**What needs to be done**
Transcribe the data below verbatim from the line with "M183 162 197 169 189 184 176 178Z" to the line with "M31 572 72 591 61 616 19 597Z". Include both of those lines.
☆ ☆ ☆
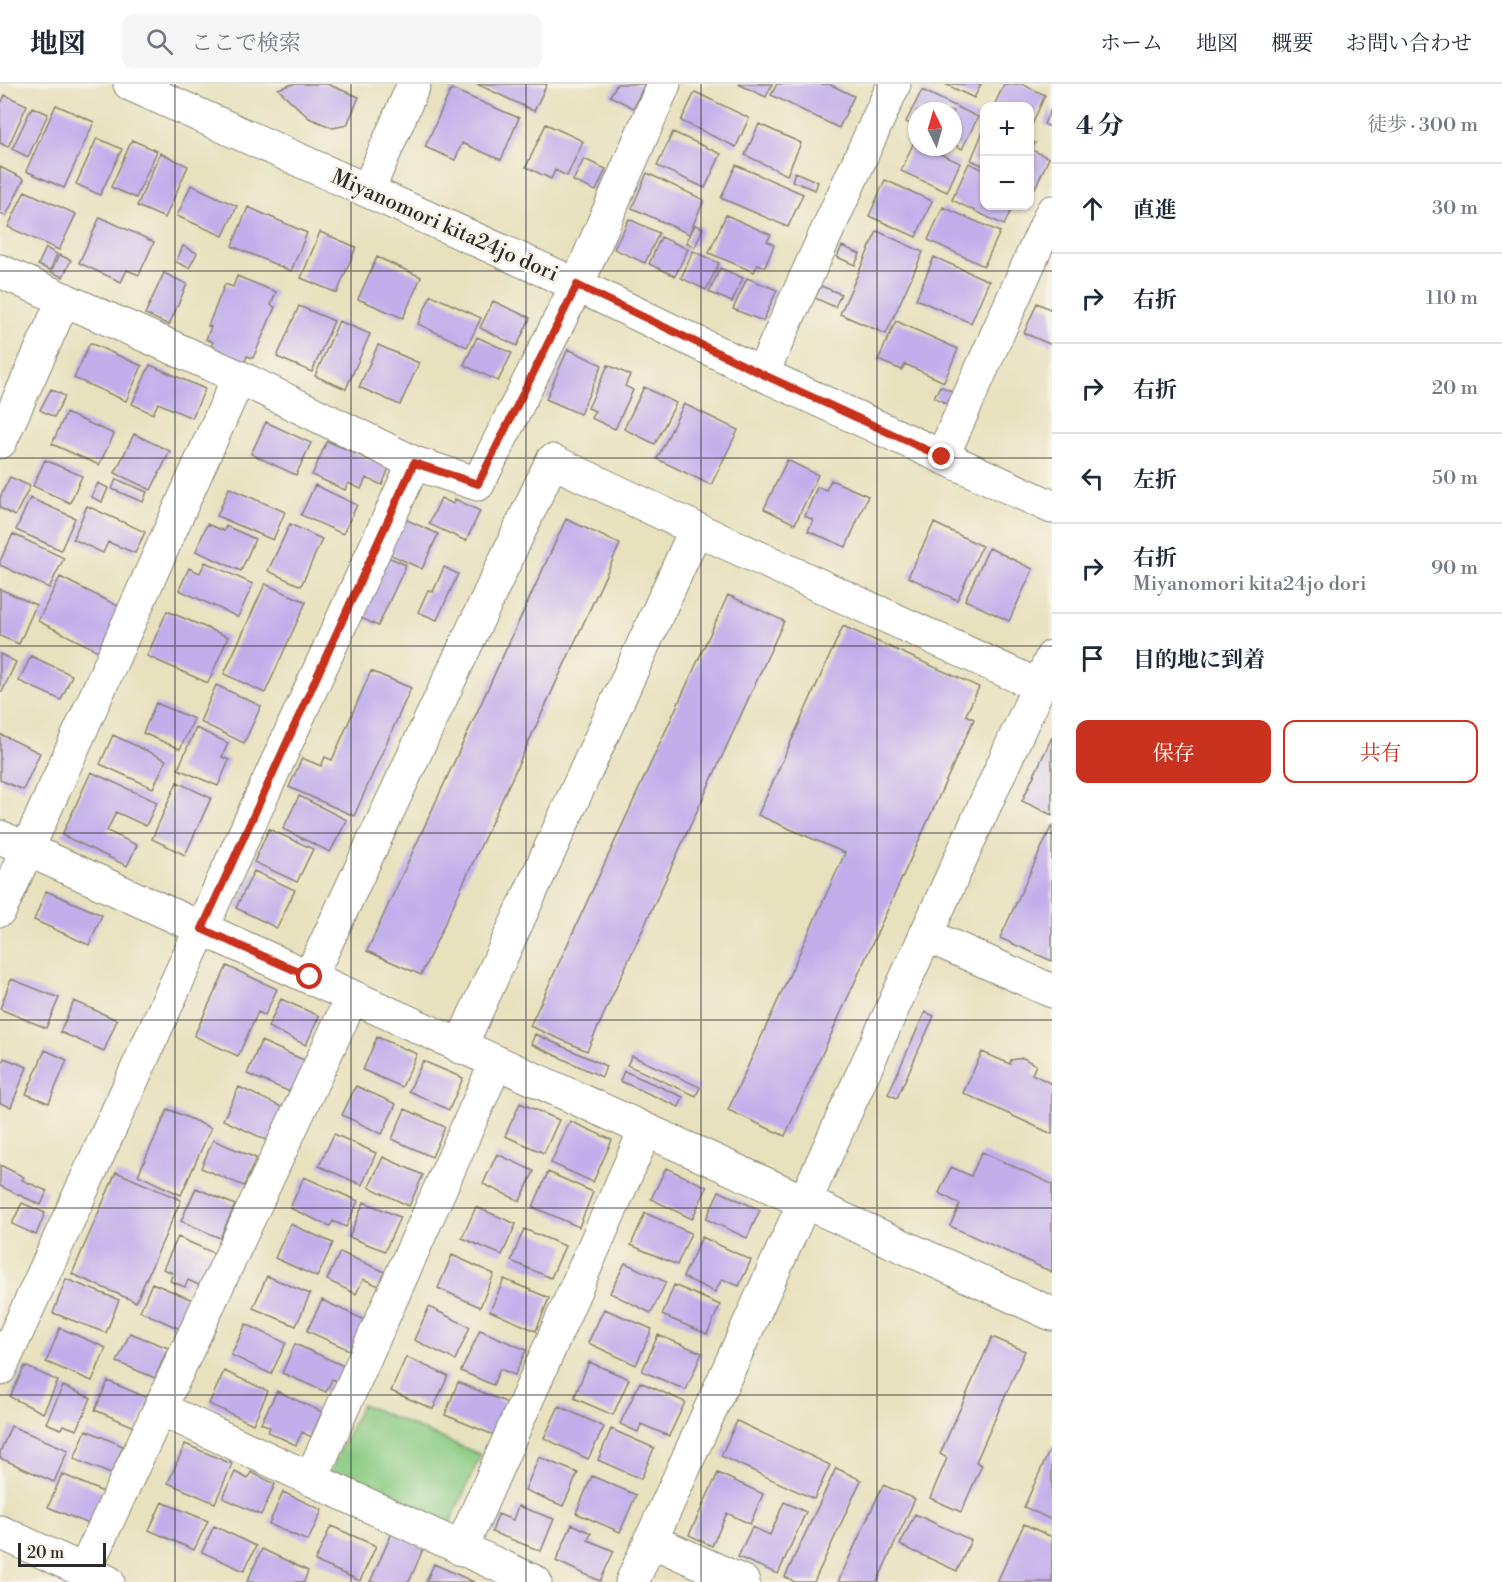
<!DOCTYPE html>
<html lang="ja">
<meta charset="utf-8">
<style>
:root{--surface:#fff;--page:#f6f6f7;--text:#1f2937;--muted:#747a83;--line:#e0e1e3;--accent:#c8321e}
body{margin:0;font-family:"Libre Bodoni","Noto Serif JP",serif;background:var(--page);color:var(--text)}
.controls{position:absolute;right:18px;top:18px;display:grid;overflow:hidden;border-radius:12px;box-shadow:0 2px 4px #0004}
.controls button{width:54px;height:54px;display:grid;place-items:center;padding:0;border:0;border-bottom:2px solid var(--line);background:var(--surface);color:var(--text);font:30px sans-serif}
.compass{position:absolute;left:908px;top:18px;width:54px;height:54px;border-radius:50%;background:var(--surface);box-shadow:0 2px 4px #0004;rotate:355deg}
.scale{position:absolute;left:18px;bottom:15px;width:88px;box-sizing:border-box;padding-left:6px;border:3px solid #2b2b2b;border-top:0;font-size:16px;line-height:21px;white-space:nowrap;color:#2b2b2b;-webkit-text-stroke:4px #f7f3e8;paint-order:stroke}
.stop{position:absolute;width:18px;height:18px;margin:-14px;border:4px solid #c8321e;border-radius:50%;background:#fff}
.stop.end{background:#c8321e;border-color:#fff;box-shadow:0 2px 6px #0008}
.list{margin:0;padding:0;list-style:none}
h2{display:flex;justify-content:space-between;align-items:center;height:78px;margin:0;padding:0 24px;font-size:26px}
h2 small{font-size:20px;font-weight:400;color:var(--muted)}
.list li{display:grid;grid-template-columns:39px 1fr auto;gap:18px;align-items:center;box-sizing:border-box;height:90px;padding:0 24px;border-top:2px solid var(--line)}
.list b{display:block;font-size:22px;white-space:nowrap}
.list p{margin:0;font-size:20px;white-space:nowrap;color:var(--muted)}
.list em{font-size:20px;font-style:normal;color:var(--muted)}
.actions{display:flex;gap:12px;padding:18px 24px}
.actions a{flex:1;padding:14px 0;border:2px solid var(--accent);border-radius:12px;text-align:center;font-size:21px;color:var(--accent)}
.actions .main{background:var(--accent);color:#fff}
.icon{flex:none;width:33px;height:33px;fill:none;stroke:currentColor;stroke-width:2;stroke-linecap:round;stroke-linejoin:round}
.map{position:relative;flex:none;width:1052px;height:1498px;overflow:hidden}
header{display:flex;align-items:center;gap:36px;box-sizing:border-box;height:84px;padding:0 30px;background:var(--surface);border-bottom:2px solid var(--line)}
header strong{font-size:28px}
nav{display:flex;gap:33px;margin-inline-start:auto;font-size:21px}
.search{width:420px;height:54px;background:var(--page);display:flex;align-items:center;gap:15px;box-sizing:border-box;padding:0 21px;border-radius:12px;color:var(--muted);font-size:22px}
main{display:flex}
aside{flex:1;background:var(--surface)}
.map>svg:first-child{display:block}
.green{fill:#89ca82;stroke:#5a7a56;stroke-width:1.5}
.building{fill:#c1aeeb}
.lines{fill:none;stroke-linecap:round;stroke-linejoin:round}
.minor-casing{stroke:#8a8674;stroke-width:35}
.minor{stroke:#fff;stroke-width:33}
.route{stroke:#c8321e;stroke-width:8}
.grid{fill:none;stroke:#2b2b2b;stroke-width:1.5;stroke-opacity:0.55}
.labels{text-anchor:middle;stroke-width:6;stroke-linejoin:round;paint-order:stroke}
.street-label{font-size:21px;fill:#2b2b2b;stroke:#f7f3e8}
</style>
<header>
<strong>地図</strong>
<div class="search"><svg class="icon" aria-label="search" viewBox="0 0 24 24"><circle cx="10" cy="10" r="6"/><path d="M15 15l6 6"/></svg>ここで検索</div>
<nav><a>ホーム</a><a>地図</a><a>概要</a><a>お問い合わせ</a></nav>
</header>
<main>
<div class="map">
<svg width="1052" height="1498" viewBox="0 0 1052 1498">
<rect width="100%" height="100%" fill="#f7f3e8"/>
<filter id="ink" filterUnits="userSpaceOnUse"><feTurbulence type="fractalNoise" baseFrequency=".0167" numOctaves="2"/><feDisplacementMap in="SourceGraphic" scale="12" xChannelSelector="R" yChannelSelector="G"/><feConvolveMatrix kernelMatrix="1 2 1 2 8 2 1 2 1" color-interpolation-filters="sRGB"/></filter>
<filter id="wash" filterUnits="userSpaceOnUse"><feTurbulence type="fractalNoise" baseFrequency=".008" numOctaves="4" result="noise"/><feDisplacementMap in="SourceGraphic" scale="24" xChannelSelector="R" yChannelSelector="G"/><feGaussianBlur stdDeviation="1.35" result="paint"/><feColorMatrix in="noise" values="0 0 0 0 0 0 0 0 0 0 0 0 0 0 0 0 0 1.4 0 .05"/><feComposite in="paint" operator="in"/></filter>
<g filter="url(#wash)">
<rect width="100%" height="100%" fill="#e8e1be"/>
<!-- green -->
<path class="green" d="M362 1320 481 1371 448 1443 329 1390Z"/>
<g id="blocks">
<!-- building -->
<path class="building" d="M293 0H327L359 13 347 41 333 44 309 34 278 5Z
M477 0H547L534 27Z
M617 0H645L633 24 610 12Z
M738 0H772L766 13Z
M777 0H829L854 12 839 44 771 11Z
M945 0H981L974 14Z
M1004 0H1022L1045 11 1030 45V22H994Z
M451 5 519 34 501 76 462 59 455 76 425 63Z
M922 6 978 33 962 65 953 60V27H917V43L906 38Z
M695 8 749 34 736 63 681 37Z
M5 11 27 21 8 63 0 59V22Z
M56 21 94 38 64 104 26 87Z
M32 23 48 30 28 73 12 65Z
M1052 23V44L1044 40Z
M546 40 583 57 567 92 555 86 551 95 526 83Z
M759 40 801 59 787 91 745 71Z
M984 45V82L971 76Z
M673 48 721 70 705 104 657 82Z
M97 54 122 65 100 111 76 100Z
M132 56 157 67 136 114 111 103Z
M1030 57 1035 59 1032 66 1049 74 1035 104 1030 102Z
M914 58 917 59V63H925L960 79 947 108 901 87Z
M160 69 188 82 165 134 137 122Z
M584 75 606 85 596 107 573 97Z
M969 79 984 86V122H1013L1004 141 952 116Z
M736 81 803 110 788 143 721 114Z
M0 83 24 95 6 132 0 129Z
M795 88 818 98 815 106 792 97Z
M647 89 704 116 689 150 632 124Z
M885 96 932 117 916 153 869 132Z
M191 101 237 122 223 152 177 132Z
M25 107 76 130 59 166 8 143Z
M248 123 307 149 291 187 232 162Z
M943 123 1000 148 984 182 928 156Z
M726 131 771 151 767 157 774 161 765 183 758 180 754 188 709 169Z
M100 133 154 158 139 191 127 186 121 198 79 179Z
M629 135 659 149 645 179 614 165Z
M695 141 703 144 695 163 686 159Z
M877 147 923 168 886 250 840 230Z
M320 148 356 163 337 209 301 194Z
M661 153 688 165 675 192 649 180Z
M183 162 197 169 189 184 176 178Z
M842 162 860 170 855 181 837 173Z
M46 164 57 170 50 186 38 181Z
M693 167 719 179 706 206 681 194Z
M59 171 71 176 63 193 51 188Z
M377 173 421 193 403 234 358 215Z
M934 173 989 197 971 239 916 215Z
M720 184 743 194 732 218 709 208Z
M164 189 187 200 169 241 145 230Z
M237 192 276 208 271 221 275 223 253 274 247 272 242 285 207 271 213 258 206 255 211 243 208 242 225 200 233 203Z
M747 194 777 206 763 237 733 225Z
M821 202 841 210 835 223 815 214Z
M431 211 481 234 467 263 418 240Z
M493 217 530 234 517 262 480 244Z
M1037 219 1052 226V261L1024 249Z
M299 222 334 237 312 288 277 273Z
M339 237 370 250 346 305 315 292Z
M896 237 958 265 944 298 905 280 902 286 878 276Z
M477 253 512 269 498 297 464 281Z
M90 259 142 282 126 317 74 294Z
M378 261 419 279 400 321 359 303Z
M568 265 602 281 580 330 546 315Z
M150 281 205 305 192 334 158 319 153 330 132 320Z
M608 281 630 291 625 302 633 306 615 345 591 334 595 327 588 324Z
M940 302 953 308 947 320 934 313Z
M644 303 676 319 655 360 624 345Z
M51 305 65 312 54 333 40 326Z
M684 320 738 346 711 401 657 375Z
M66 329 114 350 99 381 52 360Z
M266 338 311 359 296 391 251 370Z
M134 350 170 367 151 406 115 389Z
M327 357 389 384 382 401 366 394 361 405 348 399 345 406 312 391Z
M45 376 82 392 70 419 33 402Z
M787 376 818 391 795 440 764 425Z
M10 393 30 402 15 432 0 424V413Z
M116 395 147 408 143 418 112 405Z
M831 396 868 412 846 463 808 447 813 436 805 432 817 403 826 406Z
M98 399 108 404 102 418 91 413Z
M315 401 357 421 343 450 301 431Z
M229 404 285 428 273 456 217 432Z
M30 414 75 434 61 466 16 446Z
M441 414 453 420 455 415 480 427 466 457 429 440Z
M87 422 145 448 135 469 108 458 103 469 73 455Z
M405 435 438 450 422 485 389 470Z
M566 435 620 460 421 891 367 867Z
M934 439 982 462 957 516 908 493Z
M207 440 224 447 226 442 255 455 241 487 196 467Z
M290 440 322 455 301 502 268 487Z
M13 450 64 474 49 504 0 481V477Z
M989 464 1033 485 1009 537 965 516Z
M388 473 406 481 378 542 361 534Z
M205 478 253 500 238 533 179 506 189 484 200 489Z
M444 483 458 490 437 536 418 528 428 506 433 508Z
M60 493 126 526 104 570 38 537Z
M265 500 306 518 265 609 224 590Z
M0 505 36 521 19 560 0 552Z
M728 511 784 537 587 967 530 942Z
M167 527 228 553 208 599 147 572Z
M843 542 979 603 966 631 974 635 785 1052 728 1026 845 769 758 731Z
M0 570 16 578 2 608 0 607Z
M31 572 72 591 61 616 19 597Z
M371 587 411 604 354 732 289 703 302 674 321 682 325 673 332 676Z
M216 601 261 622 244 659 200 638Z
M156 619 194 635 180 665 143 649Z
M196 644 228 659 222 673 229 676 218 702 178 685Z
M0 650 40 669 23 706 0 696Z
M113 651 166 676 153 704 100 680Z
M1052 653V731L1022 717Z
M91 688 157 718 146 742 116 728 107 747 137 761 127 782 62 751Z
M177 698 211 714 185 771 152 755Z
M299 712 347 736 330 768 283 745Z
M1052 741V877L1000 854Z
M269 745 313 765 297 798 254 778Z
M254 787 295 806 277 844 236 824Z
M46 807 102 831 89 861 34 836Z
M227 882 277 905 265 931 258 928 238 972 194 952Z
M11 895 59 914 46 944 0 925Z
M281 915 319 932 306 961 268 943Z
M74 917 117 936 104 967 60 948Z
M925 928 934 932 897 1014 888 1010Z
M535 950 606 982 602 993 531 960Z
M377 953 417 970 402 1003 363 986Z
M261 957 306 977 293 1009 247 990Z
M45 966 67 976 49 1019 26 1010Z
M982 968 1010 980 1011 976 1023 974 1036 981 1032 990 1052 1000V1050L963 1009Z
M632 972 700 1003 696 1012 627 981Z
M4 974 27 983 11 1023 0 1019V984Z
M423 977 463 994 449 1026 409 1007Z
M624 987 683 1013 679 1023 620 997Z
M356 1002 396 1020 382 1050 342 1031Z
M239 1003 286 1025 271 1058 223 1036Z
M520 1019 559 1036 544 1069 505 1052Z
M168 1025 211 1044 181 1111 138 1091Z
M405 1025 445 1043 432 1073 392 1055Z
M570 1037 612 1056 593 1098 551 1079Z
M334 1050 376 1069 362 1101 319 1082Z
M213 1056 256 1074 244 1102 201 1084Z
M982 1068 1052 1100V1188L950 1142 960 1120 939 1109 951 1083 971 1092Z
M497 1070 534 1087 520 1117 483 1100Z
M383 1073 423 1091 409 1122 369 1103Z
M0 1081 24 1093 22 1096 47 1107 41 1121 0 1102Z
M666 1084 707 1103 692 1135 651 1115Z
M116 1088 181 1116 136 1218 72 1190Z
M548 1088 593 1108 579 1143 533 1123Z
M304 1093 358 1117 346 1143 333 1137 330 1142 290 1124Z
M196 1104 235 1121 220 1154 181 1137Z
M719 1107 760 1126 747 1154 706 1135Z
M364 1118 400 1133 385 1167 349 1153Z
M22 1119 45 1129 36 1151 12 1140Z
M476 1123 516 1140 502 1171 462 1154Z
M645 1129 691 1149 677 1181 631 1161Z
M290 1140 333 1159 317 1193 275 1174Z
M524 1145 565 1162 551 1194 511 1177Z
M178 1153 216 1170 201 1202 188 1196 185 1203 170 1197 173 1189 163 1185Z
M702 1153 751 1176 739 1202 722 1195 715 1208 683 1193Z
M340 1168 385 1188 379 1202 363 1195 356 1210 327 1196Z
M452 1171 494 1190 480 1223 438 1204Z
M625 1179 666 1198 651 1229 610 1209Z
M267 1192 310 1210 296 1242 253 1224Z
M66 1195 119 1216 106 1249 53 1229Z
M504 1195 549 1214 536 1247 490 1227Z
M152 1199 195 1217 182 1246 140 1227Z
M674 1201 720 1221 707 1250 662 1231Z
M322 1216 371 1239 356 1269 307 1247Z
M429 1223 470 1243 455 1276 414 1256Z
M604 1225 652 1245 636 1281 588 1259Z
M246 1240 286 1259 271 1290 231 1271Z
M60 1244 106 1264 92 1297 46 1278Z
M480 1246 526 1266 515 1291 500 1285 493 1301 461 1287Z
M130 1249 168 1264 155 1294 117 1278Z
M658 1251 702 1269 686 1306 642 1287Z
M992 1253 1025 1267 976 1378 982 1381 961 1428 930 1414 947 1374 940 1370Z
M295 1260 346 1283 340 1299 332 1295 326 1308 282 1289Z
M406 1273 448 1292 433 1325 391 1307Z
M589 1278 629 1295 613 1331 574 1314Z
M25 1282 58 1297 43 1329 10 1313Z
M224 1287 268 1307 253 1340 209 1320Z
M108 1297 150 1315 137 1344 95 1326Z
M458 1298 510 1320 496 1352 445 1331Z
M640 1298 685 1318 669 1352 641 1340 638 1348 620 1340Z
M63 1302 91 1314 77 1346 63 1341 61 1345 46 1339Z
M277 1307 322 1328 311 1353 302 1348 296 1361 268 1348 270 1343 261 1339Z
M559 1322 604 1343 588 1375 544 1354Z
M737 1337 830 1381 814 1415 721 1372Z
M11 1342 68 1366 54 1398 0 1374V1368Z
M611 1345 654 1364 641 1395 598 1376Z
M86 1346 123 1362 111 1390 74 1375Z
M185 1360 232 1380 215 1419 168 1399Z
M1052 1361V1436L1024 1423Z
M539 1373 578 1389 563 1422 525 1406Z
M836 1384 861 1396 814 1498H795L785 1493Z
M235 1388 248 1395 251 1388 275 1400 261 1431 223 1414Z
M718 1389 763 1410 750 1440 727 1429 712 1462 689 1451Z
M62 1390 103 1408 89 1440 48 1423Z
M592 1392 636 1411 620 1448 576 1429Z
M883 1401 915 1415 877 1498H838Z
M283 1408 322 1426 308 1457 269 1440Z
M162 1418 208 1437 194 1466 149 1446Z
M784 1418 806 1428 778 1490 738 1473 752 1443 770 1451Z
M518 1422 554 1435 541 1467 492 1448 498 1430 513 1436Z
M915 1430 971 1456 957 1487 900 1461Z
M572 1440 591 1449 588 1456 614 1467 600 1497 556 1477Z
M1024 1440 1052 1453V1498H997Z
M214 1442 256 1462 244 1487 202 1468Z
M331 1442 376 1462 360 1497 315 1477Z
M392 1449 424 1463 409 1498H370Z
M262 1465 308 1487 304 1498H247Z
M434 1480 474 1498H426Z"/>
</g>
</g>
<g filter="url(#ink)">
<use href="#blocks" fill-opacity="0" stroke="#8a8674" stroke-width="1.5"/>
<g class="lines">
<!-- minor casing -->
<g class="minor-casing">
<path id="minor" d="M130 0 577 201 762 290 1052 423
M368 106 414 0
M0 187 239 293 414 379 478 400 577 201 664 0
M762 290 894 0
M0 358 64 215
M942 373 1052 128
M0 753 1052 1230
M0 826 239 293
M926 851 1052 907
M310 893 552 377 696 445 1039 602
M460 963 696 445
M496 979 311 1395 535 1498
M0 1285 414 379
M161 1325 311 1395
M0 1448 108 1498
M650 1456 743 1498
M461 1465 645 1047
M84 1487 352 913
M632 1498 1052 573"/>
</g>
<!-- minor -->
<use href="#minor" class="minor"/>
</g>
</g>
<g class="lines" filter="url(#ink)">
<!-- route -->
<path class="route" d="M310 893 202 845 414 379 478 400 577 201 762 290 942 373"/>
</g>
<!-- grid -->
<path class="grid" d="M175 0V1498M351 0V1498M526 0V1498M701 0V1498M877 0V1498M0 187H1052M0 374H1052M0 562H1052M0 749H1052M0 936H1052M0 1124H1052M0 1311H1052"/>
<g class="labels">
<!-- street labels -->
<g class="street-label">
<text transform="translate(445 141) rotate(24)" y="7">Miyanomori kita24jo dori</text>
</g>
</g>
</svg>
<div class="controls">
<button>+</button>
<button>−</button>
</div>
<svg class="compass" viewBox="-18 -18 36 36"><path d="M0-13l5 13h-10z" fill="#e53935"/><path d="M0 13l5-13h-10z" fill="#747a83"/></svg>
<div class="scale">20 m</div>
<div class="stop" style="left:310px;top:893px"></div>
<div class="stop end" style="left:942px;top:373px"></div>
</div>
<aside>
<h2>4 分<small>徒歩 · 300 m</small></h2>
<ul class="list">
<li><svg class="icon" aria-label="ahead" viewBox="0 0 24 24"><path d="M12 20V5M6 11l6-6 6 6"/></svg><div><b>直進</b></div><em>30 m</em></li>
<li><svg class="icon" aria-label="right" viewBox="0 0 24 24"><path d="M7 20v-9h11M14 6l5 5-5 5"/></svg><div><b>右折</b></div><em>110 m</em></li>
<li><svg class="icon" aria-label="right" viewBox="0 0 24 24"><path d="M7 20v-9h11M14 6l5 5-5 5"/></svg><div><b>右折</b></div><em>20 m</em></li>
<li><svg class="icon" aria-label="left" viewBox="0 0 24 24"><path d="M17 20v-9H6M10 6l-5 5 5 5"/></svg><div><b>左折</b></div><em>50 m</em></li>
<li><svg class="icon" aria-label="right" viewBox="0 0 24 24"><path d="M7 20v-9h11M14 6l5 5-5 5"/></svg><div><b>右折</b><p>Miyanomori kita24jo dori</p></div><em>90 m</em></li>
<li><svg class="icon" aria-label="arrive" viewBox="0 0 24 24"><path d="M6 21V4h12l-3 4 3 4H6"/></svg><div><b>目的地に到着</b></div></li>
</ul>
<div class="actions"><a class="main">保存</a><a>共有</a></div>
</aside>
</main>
☆ ☆ ☆
**Answer space**
M183 162 197 169 189 184 176 178Z
M842 162 860 170 855 181 837 173Z
M46 164 57 170 50 186 38 181Z
M693 167 719 179 706 206 681 194Z
M59 171 71 176 63 193 51 188Z
M377 173 421 193 403 234 358 215Z
M934 173 989 197 971 239 916 215Z
M720 184 743 194 732 218 709 208Z
M164 189 187 200 169 241 145 230Z
M237 192 276 208 271 221 275 223 253 274 247 272 242 285 207 271 213 258 206 255 211 243 208 242 225 200 233 203Z
M747 194 777 206 763 237 733 225Z
M821 202 841 210 835 223 815 214Z
M431 211 481 234 467 263 418 240Z
M493 217 530 234 517 262 480 244Z
M1037 219 1052 226V261L1024 249Z
M299 222 334 237 312 288 277 273Z
M339 237 370 250 346 305 315 292Z
M896 237 958 265 944 298 905 280 902 286 878 276Z
M477 253 512 269 498 297 464 281Z
M90 259 142 282 126 317 74 294Z
M378 261 419 279 400 321 359 303Z
M568 265 602 281 580 330 546 315Z
M150 281 205 305 192 334 158 319 153 330 132 320Z
M608 281 630 291 625 302 633 306 615 345 591 334 595 327 588 324Z
M940 302 953 308 947 320 934 313Z
M644 303 676 319 655 360 624 345Z
M51 305 65 312 54 333 40 326Z
M684 320 738 346 711 401 657 375Z
M66 329 114 350 99 381 52 360Z
M266 338 311 359 296 391 251 370Z
M134 350 170 367 151 406 115 389Z
M327 357 389 384 382 401 366 394 361 405 348 399 345 406 312 391Z
M45 376 82 392 70 419 33 402Z
M787 376 818 391 795 440 764 425Z
M10 393 30 402 15 432 0 424V413Z
M116 395 147 408 143 418 112 405Z
M831 396 868 412 846 463 808 447 813 436 805 432 817 403 826 406Z
M98 399 108 404 102 418 91 413Z
M315 401 357 421 343 450 301 431Z
M229 404 285 428 273 456 217 432Z
M30 414 75 434 61 466 16 446Z
M441 414 453 420 455 415 480 427 466 457 429 440Z
M87 422 145 448 135 469 108 458 103 469 73 455Z
M405 435 438 450 422 485 389 470Z
M566 435 620 460 421 891 367 867Z
M934 439 982 462 957 516 908 493Z
M207 440 224 447 226 442 255 455 241 487 196 467Z
M290 440 322 455 301 502 268 487Z
M13 450 64 474 49 504 0 481V477Z
M989 464 1033 485 1009 537 965 516Z
M388 473 406 481 378 542 361 534Z
M205 478 253 500 238 533 179 506 189 484 200 489Z
M444 483 458 490 437 536 418 528 428 506 433 508Z
M60 493 126 526 104 570 38 537Z
M265 500 306 518 265 609 224 590Z
M0 505 36 521 19 560 0 552Z
M728 511 784 537 587 967 530 942Z
M167 527 228 553 208 599 147 572Z
M843 542 979 603 966 631 974 635 785 1052 728 1026 845 769 758 731Z
M0 570 16 578 2 608 0 607Z
M31 572 72 591 61 616 19 597Z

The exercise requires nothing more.